On July 1, a new California law went into effect that will make it easier for subscribers to cancel subscription services online, especially if they subscribed online. California Senate Bill No. 313 applies to any business that makes an automatic renewal or continuous service offer to a consumer in the state, including streaming services like Netflix and Spotify, newspapers and magazines, subscription boxes and other subscription services.

Consumers who subscribed online must be allowed to cancel online instead of having to call a customer service number to cancel their subscription. While the law was passed in California, consumers in other states will benefit as well because it applies to all services that have customers in California, reports TechCrunch.

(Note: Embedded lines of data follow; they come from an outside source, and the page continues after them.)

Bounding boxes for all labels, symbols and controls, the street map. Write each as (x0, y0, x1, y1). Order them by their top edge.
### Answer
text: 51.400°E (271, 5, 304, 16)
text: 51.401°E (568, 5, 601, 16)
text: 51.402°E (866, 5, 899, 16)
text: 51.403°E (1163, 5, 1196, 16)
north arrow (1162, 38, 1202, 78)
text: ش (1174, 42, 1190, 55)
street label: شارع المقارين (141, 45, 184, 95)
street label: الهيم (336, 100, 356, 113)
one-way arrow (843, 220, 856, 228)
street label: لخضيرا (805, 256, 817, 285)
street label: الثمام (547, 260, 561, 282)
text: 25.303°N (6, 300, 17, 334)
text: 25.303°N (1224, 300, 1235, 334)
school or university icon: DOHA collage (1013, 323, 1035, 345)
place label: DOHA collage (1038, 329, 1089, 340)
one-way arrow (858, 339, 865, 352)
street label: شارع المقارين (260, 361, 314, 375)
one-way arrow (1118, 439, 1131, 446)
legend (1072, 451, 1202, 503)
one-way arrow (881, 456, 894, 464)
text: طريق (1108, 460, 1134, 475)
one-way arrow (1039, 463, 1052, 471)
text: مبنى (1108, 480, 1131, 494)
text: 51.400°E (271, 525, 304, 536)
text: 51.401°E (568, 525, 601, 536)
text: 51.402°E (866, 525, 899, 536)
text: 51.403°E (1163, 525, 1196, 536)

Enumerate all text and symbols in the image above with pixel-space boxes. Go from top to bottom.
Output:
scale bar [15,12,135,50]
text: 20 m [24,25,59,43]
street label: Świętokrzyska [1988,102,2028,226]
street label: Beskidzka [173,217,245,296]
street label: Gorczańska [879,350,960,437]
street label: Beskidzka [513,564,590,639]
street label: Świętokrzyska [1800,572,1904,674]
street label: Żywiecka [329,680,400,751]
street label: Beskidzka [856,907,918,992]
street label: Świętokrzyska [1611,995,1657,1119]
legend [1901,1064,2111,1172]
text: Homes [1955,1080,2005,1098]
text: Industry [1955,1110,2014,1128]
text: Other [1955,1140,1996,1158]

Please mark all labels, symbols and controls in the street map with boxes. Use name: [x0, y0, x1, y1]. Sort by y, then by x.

Another stipulation in the law is that subscription companies must clearly and conspicuously explain promotional offers such as introductory pricing, free trials or gifts. The company must tell consumers how much they will be charged at the end of the trial, and it must advise subscribers how they can cancel before they are charged. The bill prohibits businesses from charging a consumer’s credit or debit card for an automatic renewal or continuous service without getting the consumer’s affirmative consent. Businesses that do not comply with the new law will be subject to ‘any available civil remedies.’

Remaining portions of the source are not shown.